Objective: To examine mental health at the end of life among patients with ALS in three countries: Israel, Germany, and the United States.

Methods: Patients met criteria for definite or probable ALS and had forced vital capacity (FVC) <60% of predicted. Patients completed nonsomatic items from the Beck Depression Inventory and visual analogue scale ratings.

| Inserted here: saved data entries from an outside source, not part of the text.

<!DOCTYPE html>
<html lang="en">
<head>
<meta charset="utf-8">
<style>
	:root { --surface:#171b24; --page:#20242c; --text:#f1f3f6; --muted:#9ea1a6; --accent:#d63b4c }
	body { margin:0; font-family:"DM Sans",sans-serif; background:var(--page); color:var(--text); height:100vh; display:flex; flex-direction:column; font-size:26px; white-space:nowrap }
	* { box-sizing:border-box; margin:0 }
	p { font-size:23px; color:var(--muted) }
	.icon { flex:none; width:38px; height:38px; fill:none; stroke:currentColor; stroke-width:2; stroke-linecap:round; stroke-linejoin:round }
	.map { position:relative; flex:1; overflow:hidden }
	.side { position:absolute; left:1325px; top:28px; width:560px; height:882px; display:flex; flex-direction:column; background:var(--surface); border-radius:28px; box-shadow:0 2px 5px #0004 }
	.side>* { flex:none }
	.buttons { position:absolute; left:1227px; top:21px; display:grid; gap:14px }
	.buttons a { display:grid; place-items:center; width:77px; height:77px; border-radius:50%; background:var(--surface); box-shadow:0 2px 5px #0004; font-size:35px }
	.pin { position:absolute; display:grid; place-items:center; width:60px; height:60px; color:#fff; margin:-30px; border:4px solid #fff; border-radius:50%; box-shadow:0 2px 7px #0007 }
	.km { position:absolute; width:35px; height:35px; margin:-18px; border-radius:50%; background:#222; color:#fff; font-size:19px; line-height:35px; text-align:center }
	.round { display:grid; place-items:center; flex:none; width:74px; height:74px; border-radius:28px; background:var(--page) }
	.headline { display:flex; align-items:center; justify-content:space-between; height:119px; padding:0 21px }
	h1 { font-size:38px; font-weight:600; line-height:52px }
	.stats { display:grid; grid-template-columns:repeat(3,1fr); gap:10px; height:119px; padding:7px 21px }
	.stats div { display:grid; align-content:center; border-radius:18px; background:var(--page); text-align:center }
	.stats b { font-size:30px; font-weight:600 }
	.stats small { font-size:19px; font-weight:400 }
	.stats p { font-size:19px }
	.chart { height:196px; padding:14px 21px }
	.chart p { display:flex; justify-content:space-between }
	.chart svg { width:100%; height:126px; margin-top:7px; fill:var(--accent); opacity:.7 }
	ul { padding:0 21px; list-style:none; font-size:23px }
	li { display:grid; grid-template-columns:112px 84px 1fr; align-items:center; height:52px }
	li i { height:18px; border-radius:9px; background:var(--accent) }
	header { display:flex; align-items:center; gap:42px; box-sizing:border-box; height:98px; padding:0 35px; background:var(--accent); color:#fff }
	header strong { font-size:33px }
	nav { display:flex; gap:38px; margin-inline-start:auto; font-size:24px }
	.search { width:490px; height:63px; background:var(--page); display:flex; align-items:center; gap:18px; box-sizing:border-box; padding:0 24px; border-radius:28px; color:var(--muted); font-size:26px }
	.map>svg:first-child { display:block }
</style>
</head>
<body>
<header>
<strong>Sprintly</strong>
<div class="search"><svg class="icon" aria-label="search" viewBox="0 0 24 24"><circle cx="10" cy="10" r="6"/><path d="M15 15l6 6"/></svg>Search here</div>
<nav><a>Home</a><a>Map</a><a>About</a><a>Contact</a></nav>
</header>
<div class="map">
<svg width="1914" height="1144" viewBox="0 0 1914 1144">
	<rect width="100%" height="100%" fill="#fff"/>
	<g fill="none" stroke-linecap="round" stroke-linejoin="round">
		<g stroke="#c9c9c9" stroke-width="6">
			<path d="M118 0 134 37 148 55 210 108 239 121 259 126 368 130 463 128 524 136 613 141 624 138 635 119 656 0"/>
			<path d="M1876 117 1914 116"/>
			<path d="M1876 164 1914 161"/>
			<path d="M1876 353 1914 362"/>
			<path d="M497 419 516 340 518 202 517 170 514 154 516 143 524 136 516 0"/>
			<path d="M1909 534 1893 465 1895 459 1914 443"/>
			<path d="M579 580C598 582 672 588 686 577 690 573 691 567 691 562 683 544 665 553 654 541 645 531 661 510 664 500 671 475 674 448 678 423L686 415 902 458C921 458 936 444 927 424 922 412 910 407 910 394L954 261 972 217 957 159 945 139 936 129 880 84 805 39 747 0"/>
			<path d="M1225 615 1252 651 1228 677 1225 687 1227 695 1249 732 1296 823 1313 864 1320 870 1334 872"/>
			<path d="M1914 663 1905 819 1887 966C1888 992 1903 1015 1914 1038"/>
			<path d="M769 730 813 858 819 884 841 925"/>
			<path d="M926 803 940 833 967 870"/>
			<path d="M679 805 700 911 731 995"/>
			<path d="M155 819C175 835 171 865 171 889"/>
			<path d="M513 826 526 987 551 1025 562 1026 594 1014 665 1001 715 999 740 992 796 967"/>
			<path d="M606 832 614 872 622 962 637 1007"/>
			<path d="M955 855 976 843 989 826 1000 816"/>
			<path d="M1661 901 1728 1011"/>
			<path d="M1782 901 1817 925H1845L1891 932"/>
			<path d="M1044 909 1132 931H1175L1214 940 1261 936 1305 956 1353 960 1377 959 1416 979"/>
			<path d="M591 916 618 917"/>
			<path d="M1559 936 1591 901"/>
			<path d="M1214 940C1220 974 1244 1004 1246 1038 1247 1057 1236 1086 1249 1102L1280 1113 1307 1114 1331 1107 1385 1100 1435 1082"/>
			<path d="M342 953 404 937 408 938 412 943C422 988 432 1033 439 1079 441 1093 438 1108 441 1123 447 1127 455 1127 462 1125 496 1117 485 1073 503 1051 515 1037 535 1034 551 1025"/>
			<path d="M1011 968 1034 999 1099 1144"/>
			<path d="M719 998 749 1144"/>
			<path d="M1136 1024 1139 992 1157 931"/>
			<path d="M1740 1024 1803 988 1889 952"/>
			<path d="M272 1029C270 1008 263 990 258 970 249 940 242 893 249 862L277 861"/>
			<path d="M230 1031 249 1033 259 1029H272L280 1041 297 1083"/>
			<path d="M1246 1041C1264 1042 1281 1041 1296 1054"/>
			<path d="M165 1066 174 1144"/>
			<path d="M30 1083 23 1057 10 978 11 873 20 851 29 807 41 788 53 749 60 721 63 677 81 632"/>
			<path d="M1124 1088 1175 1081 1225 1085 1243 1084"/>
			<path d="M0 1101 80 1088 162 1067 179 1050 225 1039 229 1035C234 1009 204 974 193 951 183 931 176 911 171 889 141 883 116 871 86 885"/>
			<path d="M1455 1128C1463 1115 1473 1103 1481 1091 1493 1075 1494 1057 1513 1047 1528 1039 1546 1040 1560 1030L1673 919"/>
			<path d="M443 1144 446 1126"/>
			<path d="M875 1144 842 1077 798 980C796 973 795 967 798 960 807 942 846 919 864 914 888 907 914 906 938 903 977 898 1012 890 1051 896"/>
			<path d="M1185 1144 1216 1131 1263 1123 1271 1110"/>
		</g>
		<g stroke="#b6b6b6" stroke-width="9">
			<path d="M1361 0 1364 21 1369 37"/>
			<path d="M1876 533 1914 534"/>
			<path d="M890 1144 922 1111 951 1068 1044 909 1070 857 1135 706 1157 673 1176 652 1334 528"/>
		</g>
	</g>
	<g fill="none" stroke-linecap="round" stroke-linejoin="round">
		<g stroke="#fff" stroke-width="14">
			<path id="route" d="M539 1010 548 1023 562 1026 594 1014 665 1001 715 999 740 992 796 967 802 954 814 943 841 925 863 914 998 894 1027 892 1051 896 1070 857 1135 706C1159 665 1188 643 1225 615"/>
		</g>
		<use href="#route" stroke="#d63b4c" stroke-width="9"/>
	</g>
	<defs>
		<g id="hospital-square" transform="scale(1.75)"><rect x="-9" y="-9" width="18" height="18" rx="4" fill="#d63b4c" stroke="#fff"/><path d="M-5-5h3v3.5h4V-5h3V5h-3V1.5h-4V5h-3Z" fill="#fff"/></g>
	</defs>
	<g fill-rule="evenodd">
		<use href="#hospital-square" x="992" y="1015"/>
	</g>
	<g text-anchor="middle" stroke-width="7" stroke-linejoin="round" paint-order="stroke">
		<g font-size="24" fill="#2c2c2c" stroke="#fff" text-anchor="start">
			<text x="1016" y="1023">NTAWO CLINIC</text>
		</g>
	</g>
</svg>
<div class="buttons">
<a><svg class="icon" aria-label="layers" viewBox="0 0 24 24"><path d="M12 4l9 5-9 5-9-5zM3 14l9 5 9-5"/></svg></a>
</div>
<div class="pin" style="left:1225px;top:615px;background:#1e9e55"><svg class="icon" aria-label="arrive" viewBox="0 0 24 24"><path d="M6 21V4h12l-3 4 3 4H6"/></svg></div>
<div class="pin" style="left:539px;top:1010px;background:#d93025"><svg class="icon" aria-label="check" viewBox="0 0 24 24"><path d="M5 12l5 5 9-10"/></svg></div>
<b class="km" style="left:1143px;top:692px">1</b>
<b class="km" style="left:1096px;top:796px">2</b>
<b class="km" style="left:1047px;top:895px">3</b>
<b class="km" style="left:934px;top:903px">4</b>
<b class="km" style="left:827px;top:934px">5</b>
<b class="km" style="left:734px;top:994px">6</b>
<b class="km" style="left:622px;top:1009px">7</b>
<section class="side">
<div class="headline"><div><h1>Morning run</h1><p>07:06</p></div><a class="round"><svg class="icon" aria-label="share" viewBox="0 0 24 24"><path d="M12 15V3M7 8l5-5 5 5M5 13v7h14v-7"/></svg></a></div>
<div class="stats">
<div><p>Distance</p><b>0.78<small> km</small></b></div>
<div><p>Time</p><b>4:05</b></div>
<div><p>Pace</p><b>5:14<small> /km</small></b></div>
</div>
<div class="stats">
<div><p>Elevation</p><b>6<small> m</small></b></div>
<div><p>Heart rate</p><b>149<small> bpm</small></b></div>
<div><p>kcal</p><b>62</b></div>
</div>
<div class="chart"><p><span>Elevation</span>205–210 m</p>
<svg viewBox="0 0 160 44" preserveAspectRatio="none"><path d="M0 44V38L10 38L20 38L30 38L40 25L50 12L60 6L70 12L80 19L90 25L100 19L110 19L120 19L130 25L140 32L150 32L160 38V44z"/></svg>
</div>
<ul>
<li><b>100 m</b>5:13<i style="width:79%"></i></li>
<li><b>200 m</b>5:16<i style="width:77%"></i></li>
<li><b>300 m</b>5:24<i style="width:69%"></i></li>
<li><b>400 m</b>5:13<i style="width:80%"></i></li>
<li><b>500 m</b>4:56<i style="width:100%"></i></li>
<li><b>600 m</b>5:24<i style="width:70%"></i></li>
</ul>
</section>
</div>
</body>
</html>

Results: The three sites contributed a total of 92 patients; 60 died during follow-up. Patients at the three sites did not differ significantly in sociodemographic features or ALS Functional Rating Scale–Revised summary disability score; sites differed in use of nasal ventilation but not percutaneous esophageal gastrostomy (PEG) tube placement. In analyses that adjusted for disability and use of nasal ventilation, patients at the three sites differed in reports of pessimism and suffering; American patients reported the least distress and Israeli patients the most. In analyses limited to people who died, similar patterns emerged, with wish to live greatest in Americans and least among Israelis. These models adjusted for disability and days until death.

Conclusions: Cultural factors may affect mental health at the end of life in patients with ALS.


Supported by MH62200 (NIMH) and Fetzer Institute.

Disclosure: The authors report no conflicts of interest.

Received July 18, 2006. Accepted in final form November 27, 2006.